Only a number is expected: how many lines in these records mention the word "casing"?

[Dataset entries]
####

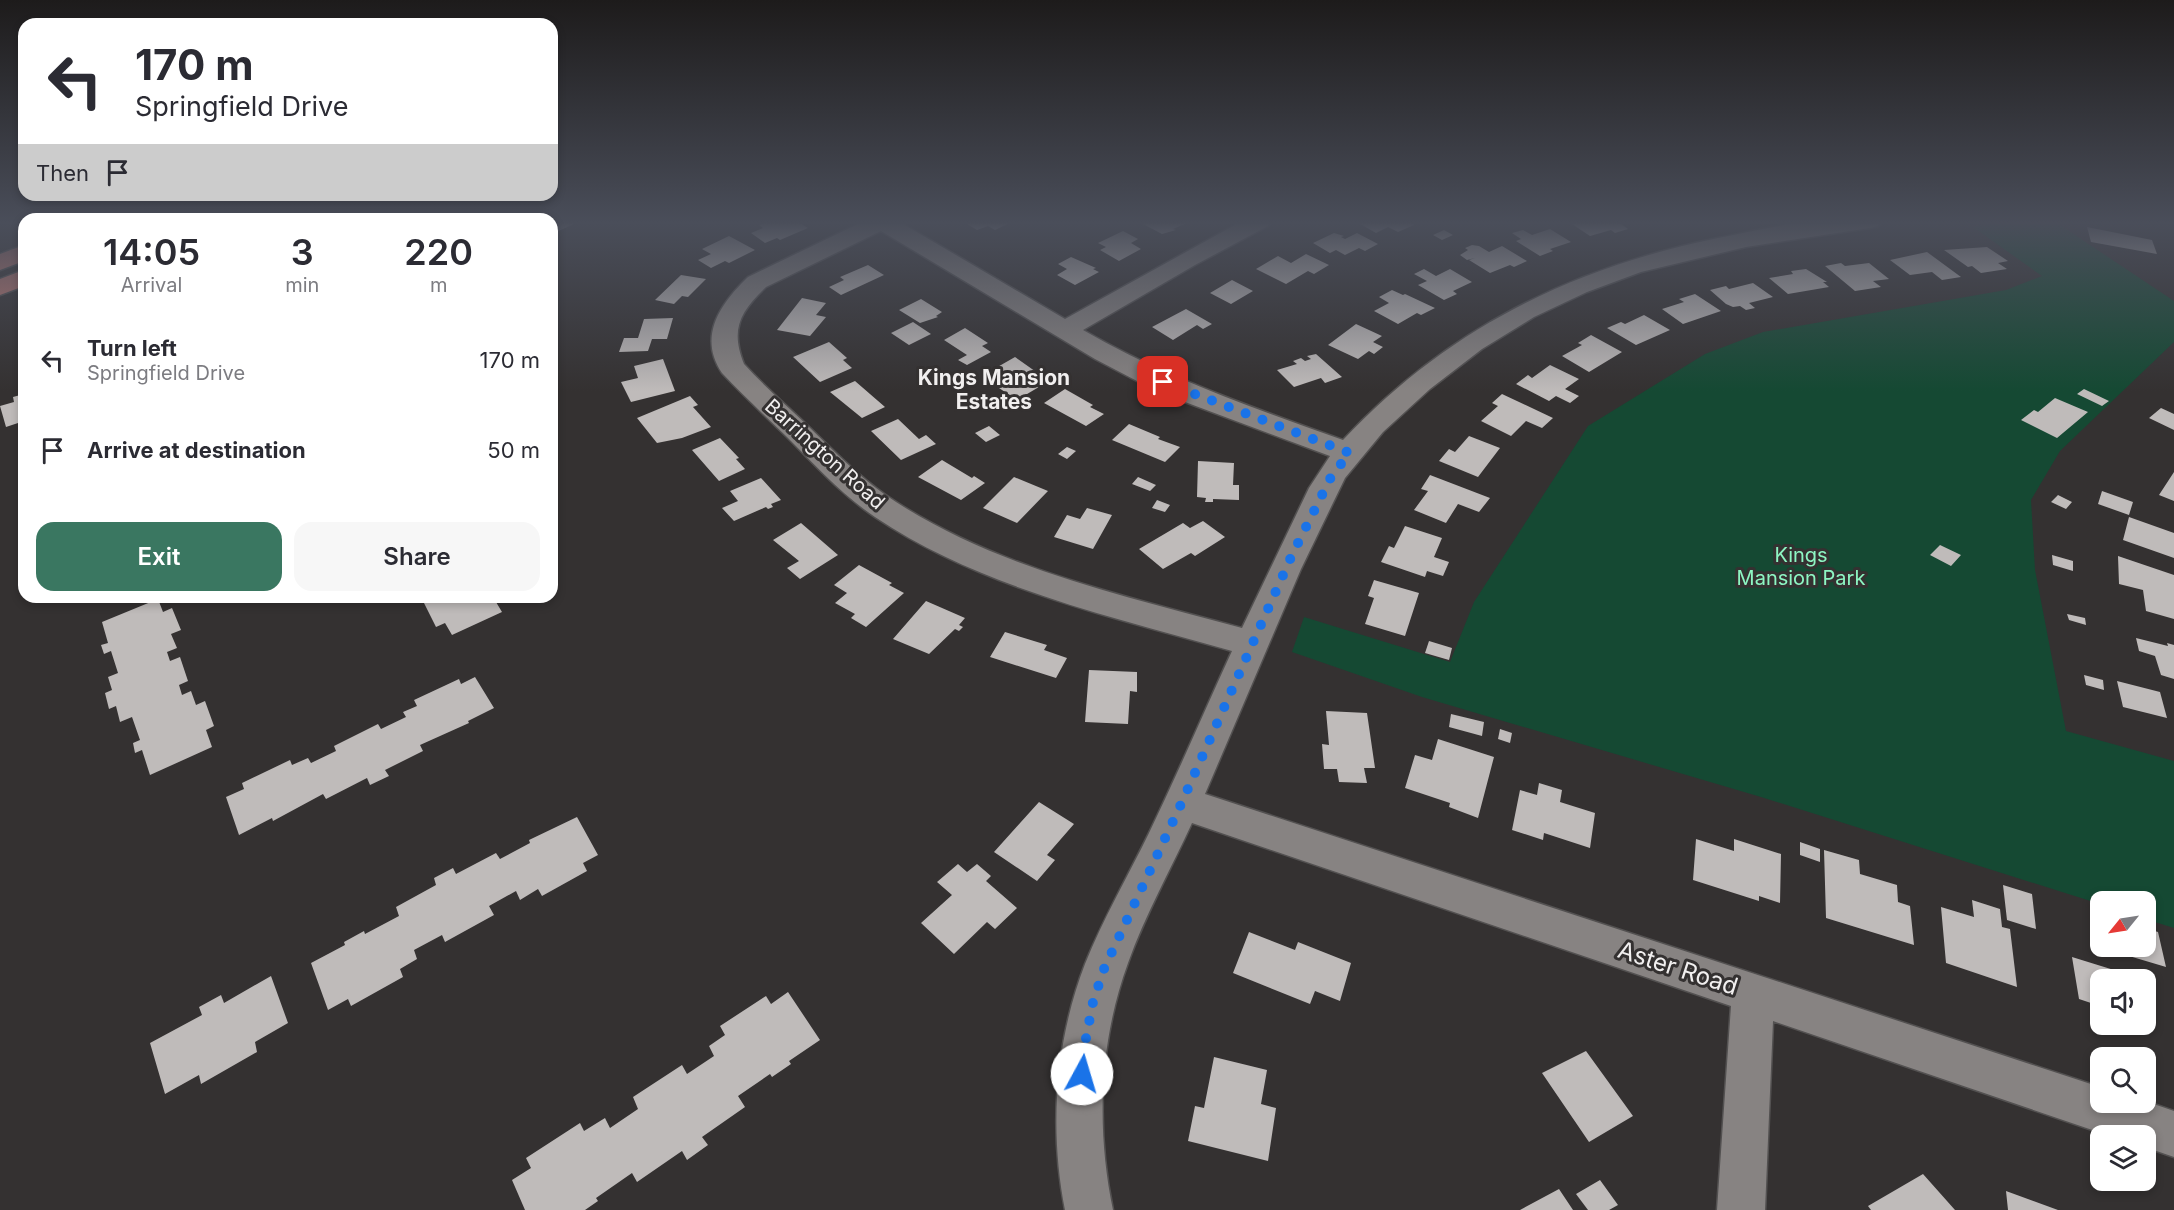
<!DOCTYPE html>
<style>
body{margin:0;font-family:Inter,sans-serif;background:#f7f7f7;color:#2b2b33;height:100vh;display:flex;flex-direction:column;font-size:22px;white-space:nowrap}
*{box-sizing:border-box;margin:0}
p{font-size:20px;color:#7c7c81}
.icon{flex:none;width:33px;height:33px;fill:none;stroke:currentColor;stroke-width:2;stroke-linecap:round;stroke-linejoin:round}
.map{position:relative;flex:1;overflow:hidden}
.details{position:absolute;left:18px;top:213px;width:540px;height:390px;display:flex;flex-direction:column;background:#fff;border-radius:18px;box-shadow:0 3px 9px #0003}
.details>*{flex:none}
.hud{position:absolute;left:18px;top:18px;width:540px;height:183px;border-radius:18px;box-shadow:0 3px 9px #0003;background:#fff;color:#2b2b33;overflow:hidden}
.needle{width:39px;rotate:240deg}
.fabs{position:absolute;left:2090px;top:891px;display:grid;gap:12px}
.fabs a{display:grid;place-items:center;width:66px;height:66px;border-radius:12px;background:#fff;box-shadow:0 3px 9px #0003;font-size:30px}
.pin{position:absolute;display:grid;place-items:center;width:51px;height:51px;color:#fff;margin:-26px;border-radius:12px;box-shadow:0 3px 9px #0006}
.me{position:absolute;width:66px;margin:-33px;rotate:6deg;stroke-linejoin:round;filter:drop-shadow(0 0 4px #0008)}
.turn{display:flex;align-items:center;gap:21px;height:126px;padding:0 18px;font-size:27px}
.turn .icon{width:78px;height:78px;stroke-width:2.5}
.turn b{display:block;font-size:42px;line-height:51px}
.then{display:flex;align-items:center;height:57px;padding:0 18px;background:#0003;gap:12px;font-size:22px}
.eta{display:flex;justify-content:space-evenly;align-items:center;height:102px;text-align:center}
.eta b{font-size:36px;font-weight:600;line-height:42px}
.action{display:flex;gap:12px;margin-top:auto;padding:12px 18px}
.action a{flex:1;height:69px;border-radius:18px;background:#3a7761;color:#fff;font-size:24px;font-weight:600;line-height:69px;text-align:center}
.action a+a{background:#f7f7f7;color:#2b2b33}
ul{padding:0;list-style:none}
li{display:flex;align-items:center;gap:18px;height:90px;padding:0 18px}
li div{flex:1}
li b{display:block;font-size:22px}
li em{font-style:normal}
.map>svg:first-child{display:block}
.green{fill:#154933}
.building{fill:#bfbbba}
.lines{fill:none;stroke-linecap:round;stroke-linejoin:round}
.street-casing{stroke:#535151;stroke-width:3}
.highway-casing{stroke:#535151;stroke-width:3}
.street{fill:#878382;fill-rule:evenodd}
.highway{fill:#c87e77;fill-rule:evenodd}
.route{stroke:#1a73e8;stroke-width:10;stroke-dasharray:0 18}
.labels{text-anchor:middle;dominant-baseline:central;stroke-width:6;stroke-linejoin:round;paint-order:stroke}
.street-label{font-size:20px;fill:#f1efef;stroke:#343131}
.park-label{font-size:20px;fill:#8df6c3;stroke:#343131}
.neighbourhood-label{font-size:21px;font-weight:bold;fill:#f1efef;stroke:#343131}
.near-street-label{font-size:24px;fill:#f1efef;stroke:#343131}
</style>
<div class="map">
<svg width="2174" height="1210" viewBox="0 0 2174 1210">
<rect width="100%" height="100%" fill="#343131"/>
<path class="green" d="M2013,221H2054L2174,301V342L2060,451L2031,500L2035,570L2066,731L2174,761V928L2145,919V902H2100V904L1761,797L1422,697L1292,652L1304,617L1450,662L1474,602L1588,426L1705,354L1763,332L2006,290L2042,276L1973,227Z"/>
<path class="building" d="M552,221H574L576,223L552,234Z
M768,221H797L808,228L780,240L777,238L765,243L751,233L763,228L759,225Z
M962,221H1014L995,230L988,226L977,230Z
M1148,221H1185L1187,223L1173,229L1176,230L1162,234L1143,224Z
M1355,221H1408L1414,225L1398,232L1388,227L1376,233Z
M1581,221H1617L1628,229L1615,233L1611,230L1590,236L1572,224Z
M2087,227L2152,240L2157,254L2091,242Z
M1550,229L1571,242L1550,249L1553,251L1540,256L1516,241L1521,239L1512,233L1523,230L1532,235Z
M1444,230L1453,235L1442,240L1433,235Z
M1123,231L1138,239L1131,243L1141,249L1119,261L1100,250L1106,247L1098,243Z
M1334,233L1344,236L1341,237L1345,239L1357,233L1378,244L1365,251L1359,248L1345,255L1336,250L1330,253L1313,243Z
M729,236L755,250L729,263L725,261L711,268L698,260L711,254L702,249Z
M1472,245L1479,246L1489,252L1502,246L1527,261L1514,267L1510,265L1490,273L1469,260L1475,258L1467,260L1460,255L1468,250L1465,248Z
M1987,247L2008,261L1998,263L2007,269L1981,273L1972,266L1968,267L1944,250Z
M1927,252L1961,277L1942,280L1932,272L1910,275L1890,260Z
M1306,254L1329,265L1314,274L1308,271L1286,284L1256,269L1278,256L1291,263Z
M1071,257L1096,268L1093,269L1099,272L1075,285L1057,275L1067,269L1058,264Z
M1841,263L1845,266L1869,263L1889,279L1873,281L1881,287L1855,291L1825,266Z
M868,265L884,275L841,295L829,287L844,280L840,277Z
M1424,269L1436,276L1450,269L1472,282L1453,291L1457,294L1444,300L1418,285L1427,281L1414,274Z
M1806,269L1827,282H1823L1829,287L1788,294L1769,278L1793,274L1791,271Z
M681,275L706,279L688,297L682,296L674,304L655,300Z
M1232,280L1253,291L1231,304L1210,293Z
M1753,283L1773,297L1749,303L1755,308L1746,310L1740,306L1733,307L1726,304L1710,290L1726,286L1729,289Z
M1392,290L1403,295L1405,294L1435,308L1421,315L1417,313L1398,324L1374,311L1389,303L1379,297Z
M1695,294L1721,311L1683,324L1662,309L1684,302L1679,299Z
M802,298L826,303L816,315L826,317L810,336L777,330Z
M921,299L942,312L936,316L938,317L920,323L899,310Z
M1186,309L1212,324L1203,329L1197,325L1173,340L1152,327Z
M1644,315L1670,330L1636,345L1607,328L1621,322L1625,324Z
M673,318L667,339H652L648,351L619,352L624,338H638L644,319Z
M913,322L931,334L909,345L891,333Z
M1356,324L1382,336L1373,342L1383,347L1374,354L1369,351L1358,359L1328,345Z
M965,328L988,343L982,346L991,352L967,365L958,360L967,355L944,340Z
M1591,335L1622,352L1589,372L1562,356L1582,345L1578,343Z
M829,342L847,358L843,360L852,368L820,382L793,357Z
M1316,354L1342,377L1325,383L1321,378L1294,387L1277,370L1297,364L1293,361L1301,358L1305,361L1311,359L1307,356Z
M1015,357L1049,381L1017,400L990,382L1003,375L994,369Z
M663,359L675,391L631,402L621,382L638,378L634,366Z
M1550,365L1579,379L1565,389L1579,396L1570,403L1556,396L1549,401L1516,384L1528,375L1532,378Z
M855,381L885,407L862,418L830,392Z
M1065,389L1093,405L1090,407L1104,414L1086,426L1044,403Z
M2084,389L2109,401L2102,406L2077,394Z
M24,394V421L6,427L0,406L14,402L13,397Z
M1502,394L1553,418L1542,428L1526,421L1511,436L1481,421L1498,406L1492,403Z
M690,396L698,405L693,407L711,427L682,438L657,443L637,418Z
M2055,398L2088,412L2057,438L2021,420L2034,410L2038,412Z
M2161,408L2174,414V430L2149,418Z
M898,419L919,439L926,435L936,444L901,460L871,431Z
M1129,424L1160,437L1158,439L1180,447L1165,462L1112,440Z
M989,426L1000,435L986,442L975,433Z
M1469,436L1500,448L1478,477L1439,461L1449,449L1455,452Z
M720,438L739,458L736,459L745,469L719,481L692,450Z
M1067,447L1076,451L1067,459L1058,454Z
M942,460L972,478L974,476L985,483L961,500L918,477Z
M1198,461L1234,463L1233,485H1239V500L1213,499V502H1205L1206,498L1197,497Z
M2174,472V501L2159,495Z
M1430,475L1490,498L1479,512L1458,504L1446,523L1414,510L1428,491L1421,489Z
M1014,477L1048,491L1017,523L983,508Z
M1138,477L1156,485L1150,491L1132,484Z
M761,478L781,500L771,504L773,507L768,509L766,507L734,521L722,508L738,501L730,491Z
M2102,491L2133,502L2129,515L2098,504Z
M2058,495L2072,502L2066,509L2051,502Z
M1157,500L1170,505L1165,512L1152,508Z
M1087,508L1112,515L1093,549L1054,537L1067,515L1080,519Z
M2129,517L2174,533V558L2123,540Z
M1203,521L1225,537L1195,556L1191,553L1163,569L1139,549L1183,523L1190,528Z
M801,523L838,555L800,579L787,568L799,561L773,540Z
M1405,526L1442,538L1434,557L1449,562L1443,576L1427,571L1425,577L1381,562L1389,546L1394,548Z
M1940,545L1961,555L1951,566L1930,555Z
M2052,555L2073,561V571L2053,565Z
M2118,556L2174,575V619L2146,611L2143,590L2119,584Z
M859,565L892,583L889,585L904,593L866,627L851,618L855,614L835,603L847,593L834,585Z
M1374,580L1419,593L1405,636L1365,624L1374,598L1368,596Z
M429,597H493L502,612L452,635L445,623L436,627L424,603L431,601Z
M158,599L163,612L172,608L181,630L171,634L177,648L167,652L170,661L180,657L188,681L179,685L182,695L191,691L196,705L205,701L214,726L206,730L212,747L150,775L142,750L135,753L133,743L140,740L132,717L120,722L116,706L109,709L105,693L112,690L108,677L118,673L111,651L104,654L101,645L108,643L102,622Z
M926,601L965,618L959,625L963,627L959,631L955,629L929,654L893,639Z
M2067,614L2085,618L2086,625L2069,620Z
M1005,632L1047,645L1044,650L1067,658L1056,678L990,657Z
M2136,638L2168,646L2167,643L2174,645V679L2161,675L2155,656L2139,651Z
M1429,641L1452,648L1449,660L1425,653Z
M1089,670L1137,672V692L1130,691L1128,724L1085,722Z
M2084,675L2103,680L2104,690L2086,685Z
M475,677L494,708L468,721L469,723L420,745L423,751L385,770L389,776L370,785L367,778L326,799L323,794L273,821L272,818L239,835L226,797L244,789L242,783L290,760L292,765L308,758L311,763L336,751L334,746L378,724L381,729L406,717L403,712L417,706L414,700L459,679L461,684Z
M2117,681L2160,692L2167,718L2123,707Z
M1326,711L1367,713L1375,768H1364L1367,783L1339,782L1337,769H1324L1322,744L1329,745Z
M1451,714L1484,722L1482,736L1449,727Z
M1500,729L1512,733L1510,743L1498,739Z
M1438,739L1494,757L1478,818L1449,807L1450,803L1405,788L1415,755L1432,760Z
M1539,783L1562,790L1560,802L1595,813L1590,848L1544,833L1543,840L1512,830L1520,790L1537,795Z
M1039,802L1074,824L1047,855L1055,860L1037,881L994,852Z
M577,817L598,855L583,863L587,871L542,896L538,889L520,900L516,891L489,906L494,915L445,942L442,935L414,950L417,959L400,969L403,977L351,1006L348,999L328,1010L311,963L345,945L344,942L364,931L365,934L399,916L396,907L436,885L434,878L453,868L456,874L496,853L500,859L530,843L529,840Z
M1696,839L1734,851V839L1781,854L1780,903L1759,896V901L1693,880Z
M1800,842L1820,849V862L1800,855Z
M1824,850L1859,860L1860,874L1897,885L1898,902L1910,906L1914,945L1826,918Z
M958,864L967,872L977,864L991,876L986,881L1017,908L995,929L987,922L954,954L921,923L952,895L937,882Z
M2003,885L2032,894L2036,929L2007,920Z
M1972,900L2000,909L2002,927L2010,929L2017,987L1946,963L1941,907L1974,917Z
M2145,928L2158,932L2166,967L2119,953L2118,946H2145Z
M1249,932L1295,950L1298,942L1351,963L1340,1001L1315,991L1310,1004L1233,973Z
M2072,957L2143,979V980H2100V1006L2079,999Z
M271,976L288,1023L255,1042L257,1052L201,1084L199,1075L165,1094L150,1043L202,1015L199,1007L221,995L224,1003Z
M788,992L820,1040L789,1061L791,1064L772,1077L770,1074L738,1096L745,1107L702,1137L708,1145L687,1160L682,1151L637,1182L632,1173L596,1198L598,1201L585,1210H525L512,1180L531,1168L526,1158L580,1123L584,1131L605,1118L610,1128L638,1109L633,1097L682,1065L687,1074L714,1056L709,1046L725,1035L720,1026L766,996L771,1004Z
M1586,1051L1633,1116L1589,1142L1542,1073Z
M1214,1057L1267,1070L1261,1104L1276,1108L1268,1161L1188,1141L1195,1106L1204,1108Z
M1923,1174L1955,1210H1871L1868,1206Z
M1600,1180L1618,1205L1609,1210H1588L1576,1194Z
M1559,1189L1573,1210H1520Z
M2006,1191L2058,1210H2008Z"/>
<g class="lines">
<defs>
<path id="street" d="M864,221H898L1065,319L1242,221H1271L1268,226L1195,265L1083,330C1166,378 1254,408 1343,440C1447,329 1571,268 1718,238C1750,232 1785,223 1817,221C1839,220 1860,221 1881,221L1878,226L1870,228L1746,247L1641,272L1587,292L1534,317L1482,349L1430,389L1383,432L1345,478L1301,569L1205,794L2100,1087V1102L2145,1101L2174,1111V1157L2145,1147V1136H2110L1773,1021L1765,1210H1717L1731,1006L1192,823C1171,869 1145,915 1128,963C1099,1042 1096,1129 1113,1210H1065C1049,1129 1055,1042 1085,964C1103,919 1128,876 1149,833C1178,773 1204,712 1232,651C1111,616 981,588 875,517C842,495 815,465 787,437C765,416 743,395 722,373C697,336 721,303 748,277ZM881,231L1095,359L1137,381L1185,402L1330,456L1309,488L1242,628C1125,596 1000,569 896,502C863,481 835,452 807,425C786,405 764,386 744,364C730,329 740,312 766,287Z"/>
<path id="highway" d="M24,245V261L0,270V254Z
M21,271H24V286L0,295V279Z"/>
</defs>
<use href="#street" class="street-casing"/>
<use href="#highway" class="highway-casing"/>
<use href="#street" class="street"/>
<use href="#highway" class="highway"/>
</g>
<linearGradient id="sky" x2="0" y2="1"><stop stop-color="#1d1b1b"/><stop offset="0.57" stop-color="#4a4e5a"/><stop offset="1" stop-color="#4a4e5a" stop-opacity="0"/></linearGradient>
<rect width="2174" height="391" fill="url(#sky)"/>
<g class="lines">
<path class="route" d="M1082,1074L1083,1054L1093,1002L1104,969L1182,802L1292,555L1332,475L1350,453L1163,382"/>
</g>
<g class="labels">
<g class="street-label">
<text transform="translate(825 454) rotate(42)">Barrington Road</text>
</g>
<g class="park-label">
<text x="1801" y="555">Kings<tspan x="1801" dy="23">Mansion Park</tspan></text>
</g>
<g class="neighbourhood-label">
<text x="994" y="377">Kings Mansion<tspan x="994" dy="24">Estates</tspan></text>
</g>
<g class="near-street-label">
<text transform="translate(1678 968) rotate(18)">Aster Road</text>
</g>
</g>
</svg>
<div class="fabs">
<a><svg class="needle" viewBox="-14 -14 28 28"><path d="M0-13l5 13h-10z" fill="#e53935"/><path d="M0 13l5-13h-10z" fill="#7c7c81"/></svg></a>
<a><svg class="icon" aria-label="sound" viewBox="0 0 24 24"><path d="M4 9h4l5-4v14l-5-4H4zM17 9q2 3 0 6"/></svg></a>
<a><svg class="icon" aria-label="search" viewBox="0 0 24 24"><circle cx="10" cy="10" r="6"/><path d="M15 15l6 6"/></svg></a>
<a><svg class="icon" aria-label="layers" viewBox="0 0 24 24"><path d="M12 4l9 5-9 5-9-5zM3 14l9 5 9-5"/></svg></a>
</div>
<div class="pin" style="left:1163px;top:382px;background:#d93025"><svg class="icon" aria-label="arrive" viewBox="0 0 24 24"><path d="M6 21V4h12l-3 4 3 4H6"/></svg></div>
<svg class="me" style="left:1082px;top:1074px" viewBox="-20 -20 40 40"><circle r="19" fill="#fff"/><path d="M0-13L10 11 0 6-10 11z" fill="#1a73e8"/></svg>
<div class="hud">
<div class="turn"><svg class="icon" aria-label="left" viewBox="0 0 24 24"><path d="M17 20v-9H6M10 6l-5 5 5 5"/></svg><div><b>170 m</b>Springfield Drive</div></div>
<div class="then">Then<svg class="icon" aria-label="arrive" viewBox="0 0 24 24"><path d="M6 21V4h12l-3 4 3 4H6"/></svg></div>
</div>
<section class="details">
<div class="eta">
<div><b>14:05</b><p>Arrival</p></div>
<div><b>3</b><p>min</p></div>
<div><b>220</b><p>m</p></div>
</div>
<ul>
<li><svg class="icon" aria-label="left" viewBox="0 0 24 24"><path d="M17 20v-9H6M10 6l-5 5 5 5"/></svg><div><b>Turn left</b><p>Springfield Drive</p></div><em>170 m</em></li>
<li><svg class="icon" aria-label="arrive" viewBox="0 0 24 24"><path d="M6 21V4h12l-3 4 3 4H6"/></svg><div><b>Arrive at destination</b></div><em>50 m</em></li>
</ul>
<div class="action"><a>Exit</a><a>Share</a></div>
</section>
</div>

####

- **ANSWER TO THIS TASK**
4